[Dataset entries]
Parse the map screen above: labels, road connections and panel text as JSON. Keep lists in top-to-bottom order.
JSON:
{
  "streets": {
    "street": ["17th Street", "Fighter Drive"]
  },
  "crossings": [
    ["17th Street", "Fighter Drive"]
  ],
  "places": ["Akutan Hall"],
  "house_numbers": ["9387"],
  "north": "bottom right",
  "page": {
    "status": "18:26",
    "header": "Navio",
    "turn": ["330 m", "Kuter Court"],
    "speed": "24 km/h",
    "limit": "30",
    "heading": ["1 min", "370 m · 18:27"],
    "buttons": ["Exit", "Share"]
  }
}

## [Exercise description]
The records above are to be copied in full, exactly as written.

## [Result below]
Parse the map screen above: labels, road connections and panel text as JSON. Keep lists in top-to-bottom order.
JSON:
{
  "streets": {
    "street": ["17th Street", "Fighter Drive"]
  },
  "crossings": [
    ["17th Street", "Fighter Drive"]
  ],
  "places": ["Akutan Hall"],
  "house_numbers": ["9387"],
  "north": "bottom right",
  "page": {
    "status": "18:26",
    "header": "Navio",
    "turn": ["330 m", "Kuter Court"],
    "speed": "24 km/h",
    "limit": "30",
    "heading": ["1 min", "370 m · 18:27"],
    "buttons": ["Exit", "Share"]
  }
}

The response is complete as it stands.